18/09/2009
Aí vou eu, desligado de tudo, em modo off de mim mesmo,
máquina estrépida de alta velocidade em quinta abrir,
norteado por uma bússola interior de parábolas inquietantes.
E o vento empurra-me, qual folha caída deste Inverno,
este pensamento provoca-me um esgar e deixa-me feliz,
hoje sou como uma folha levada pelos ventos em festa.
Preso na liberdade retórica deste pensamento avanço,
passo passos em passeios, caminhos, estradas, lugares,
e a cidade passa por mim.
Desejos, desespero, sorrisos, indiferença, nervos,
muitos nervos frenéticos, verves mil e a minha também.
Hoje a cidade sou eu.
Se existissem caçadores de almas e pudessem ser caçadas,
apanhadas na distracção de um olhar no virar de uma esquina,
que manjar dos Deuses teríamos neste dia claro.
Se existissem açambarcadores de espíritos e pudessem ser açambarcados,
perdidos na solidão de um lugar qualquer sem destino,
que orgia no Olimpo e sete colinas para pôr a mesa.

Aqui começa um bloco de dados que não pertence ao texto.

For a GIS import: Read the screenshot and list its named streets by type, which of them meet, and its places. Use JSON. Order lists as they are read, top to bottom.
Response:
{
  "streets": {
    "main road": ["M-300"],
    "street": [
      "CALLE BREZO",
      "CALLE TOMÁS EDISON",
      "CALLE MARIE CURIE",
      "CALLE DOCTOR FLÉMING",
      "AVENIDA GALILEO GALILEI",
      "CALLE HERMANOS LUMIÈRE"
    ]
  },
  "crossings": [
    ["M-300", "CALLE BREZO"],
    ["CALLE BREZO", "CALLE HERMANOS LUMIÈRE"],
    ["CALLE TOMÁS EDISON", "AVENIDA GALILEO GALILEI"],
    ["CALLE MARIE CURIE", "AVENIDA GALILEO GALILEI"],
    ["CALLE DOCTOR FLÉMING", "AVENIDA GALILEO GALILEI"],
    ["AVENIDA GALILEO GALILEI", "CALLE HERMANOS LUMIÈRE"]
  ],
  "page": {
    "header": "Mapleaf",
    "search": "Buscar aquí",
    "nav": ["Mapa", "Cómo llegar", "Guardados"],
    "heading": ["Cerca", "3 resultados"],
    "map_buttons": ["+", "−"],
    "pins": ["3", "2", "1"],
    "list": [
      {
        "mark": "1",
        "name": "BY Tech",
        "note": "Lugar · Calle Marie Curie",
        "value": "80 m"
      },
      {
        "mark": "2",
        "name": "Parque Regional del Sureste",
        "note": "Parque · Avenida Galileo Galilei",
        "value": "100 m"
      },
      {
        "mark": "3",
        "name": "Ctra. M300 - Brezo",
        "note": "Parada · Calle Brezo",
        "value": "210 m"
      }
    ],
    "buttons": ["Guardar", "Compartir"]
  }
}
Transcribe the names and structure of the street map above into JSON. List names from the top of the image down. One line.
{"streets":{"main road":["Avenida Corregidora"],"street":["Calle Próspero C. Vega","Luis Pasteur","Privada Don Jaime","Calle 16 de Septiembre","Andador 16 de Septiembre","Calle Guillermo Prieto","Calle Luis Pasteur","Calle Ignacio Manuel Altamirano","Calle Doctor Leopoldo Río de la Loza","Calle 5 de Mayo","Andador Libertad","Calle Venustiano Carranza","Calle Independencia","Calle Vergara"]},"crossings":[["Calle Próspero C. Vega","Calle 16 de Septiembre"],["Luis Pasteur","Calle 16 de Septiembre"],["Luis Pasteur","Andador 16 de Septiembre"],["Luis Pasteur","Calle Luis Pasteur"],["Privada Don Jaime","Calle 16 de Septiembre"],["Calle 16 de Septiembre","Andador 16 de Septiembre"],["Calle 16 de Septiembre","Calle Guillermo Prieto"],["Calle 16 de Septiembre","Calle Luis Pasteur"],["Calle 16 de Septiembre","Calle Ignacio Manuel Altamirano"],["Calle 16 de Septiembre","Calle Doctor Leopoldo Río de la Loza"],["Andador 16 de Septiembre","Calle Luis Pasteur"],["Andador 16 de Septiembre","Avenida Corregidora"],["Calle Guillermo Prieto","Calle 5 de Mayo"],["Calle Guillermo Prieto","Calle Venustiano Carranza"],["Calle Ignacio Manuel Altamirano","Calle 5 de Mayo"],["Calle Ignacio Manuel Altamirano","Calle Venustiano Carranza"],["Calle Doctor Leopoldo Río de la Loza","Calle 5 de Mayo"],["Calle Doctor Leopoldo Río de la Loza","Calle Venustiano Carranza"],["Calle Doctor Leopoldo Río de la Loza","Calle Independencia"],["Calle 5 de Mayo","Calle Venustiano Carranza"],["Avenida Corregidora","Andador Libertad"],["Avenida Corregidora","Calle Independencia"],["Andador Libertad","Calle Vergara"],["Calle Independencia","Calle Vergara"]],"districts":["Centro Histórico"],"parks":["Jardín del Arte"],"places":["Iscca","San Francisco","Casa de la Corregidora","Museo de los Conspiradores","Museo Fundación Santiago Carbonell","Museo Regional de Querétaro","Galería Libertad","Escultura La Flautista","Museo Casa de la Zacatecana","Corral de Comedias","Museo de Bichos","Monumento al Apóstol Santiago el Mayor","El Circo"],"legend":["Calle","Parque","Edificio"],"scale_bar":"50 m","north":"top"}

Se existissem umas escadas até à nuvem mais próxima,
treparia degrau a degrau até ao topo e sentar-me-ia nela,
aconchegado, olharia para baixo e ria sozinho.
E se existisse um céu grande onde me pudesse deitar,
apartaria toda a luz e regava de raios as colinas,
nesta minha cidade, branca, a claridade seria eu.
Mas não sou.
Sou apenas este vulto de negro vestido,
que se move andando por entre as cores.
Nesta corrida retenho tudo,
todos os ângulos de recantos e linhas rectas certas,
feitas depois das curvas e contracurvas deste vai e vem.
Todos os cruzamentos, entroncamentos e ligamentos,
que ultrapasso e acumulo dentro de mim,
como um maremoto da alma em erupção continua.
Todas as casas, prédios, jardins e bancos,
pedra que contemplo e de onde contemplo o que vejo,
este todo prometido que agarro e deixo fugir por entre os passos.
Todo o alcatrão e estradas que fazem o caminho,
p’ra baixo p’ra cima ao som da concertina,
imaginário incoerente que raza a razão.
O caminho será este?
Se o faço será, se o piso é.
Assim em frente,
que tudo vale a pena quando a alma caminha.
Ligeira embriaguez que agarro neste tudo,
que são carne, pés, pernas, tronco, braços, cabeça e olhos,
abandonados na melancolia de um sentir vago intenso.
Se me ofereceres só mais um copo,
salto por ti acima,
acima de ti subindo e ergo-me desta solidão.
Serei um pouco mais de mim.
E eu consigo,
por vezes consigo ser um pouco mais,
mais vontade,
mais determinação,
mais ilusão,
mais sonho.
Na minha falta de fé começo a ver deuses
e a acreditar na claridade que o vento trás.
Olho para todos e vejo-te a ti,
despida,
nua,
completamente nua,
exposta,
os meus olhos espreitam.
Olho para tudo e sinto-te toda,
na calçada,
nos carros,
nos eléctricos,
nas lojas,
no rio,
humidade que desagua em mim.
Nas árvores,
ramos que se aconchegam em mim.
Na terra,
fertilidade que se oferece a mim.
No céu,
estrelas, planetas,
luz que fazes que sou,
claridade em mim.
Vida nos olhos dentro.
Neste deambular distraído entardece.
No rio vêem-se quase todas as cores do dia,
um dourado púrpura indefinido que,
onde o sol não reflecte,
se transforma num prata espelhado anunciando a noite.
Os cacilheiros num vai e vem ininterrupto de pessoas,
com pensamentos, vontades, ambições, sonhos,
tudo a cores e em três dimensões,
largura, altura e profundidade.
Luz que me atravessa a córnea, o humor aquoso e o cristalino,
transformando-se em filme fotográfico na retina,
ilusão invertida que o nervo óptico leva ao cérebro
que processa a imagem como a vejo.
Mas como a sinto?
Na altura da minha profundidade, cristalino o meu humor,
sorrio e retenho o nervo na ansiedade que este todo me faz.
Penso, admiro e recomeço o processo invertendo-o.
Imagem,
cérebro,
nervo,
retina,
cristalino,
humor,
córnea
e, finalmente,
luz.
Claridade que, devagar, se vai com o sol.